Всякий раз, оказываясь в Эрмитаже на выставке гравюр или рисунков, испытывала сожаление, не успевая на них насмотреться. Графика не может долго быть на свету, он ее разрушает. Посему эти шедевры, мелькнув в залах, скрываются с наших глаз в хранилище. Экспонируют их достаточно редко. А ведь неповторимые графические работы – пятая часть богатств Эрмитажа, их больше 600000 в этой мировой сокровищнице.
Теперь на третьем этаже Зимнего дворца появилась-таки Галерея графики. В пяти залах раз в четыре месяца будут «гастролировать» разнообразные тематические «сочинения» западноевропейских мастеров из фонда гравюры и рисунка XV-XX веков.

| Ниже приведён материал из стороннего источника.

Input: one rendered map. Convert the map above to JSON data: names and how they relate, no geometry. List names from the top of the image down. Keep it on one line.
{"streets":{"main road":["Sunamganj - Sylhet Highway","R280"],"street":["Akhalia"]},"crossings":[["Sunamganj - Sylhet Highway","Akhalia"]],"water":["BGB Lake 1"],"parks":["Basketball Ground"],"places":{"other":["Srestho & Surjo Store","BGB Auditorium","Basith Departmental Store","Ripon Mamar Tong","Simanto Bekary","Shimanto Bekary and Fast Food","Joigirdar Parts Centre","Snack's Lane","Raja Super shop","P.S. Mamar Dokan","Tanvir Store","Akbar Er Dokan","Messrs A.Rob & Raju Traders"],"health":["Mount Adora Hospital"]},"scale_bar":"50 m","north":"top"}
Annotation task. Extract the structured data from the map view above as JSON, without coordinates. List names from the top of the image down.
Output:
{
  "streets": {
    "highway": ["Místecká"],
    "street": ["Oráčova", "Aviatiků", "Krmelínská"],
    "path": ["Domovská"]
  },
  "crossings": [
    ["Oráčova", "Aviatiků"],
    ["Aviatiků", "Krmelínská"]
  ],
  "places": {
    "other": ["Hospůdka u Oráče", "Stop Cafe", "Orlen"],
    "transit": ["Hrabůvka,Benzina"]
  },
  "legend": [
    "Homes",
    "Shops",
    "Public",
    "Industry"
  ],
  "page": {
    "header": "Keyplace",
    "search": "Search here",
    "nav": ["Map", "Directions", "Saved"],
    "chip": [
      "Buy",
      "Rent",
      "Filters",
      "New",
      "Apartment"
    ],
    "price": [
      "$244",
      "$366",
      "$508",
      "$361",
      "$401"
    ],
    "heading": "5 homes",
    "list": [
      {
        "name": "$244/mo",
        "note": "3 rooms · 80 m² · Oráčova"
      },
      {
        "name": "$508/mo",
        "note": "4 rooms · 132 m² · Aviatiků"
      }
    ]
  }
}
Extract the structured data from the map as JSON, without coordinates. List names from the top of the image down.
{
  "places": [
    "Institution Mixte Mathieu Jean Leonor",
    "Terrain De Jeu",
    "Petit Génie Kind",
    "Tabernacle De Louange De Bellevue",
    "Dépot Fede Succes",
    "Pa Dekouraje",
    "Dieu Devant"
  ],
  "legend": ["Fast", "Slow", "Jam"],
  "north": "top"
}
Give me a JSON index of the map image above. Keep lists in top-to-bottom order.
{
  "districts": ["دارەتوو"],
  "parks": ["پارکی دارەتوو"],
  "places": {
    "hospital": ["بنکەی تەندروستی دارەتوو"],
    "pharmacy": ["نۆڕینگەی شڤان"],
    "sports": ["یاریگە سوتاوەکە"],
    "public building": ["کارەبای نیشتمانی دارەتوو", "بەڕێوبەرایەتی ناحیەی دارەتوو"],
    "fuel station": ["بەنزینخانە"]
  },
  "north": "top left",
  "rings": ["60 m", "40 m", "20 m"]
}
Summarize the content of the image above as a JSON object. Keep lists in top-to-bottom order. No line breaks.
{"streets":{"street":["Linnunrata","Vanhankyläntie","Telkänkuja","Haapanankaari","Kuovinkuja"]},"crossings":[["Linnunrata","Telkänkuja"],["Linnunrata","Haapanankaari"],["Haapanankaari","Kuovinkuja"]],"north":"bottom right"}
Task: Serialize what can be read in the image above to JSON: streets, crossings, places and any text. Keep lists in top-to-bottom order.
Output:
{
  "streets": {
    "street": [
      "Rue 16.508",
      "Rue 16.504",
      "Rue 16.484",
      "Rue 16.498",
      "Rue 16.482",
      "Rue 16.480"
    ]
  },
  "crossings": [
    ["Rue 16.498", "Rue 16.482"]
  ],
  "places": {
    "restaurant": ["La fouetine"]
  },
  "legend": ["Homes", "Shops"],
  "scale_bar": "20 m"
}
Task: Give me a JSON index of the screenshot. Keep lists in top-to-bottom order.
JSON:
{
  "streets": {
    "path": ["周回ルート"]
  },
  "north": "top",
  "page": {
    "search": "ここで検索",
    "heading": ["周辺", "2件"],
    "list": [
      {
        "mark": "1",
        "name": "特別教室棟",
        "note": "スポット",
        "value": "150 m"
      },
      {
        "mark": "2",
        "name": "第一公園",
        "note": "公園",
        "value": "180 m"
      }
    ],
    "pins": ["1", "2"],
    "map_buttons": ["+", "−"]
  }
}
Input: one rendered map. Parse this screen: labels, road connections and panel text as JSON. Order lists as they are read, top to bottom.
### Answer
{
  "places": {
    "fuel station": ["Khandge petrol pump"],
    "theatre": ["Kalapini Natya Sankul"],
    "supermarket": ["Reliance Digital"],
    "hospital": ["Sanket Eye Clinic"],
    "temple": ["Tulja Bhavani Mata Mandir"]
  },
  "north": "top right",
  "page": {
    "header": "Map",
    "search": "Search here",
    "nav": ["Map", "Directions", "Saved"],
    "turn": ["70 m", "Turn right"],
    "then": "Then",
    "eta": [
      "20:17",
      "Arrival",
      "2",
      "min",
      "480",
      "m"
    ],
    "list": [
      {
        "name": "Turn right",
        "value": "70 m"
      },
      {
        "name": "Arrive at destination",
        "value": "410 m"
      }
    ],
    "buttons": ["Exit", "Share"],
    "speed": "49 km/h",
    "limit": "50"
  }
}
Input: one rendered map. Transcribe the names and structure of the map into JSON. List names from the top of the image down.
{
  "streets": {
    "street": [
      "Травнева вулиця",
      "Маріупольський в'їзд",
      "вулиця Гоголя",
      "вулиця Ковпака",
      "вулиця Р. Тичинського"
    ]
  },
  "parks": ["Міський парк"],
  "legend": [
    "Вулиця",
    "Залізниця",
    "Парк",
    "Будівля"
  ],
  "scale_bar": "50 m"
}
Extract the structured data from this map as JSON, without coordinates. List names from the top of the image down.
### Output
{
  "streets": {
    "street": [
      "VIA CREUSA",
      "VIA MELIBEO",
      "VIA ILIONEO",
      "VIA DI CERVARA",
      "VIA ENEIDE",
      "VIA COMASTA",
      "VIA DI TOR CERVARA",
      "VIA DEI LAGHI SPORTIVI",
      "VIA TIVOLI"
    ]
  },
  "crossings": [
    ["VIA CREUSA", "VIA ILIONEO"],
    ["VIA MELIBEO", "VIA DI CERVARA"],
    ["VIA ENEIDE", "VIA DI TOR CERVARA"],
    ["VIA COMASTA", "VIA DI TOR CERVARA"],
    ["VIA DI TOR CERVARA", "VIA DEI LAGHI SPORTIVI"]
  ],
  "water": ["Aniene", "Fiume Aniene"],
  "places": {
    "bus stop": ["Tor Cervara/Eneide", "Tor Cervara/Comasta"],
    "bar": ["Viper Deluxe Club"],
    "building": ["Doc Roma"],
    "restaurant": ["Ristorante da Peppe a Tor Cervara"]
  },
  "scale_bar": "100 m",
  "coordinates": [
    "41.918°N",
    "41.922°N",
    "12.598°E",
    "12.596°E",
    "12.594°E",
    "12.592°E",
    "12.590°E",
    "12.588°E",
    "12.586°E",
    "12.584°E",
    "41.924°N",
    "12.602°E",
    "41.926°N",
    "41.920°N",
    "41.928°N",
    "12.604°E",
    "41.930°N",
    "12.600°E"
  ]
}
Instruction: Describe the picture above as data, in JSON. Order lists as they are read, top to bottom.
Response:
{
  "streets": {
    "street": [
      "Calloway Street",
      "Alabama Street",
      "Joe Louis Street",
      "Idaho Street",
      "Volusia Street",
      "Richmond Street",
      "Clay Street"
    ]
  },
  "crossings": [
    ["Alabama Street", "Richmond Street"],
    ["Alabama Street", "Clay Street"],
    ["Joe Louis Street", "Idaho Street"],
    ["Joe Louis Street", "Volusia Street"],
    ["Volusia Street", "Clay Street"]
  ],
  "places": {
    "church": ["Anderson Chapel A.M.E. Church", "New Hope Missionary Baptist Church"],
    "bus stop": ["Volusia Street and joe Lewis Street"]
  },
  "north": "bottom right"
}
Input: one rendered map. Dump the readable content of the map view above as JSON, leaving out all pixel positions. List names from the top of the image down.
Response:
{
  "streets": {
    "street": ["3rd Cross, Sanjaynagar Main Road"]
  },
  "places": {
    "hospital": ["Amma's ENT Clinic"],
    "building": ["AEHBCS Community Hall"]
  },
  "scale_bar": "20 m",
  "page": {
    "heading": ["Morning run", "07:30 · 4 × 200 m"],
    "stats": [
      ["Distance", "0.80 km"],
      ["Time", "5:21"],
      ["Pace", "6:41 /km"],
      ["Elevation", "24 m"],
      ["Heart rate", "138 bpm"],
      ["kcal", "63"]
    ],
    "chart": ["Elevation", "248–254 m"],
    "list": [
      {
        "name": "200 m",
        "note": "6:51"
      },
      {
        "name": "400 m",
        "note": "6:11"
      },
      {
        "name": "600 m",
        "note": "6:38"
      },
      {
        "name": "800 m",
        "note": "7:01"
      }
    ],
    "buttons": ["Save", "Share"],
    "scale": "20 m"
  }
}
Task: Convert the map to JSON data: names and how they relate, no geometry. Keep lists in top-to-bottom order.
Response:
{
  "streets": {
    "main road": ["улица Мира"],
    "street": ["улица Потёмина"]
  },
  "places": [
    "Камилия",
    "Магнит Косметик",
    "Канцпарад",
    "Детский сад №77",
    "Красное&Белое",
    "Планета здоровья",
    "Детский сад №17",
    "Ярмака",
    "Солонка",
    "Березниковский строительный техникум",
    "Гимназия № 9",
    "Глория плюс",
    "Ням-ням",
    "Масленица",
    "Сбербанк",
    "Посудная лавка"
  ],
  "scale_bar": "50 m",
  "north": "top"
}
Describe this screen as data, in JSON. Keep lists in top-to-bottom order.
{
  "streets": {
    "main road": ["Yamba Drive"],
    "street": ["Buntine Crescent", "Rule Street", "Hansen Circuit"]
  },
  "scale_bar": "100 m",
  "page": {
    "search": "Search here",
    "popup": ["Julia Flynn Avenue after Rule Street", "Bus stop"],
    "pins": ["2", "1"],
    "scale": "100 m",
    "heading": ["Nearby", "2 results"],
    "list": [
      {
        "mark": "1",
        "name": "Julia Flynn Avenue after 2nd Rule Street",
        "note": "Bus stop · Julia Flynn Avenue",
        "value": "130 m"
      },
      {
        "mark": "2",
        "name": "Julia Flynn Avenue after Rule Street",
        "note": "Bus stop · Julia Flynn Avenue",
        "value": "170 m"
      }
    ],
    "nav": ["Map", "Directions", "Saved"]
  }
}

А значит, можно будет узнать и об истории графики, о ее знаменитых коллекционерах, неожиданных находках, своеобразии техник и материалов. А главное – о сюжетах, смыслах и контекстах загадочных листов. Все это есть в планах кураторов. Разговаривать с ними – эстетическое удовольствие. Буклет, написанный о первой выставке, столь глубок и увлекателен, что читается как художественная литература. Экспозиция из ста шедевров посвящена взаимопроникновению рисунка в гравюру – диалог искусств от Дюрера до Гойи. Нам показали сто с лишним шедевров. Среди авторов все великие: Дюрер, Пармиджанино, Гольциус, Рубенс, Рембрандт, Гойя…
Графику смотреть труднее. Это всегда работа для ума и души. Для меня, например, загадкой является, как выверенное искусство гравюры, считавшееся некогда ремеслом, возвышается до метафоры. Точно в балете, сначала жесткая отработка любого движения, а в результате полет.
Особенно остро ощущается это в работах Франческо Пармиджанино и Жака Белланжа. Трепетная офортная игла мастеров свершает чудо. Франческа Маццоло, прозванный Пармиджанино, даже в офорте сохраняет свободу письма. Скольжение, как по воде. Недаром в его рисунке так явственно сфумато – прием, изобретенный Леонардо да Винчи, особая плавность тональных переходов, размытость контуров, мягкость. Этот фокус называют еще живой водой. «Зевс-громовержец» Пармиджанино парит, точно во сне. Поразительная легкость и вместе с тем определенность черт. А когда смотришь на «Сидящую женщину в профиль» Жака Белланжа, на ум приходит строчка Беллы Ахмадулиной «художник умеет играть на свирели…». Трудноопределимое, свирельное касание к листу бумаги пера и кисти создает редкую элегантность образа.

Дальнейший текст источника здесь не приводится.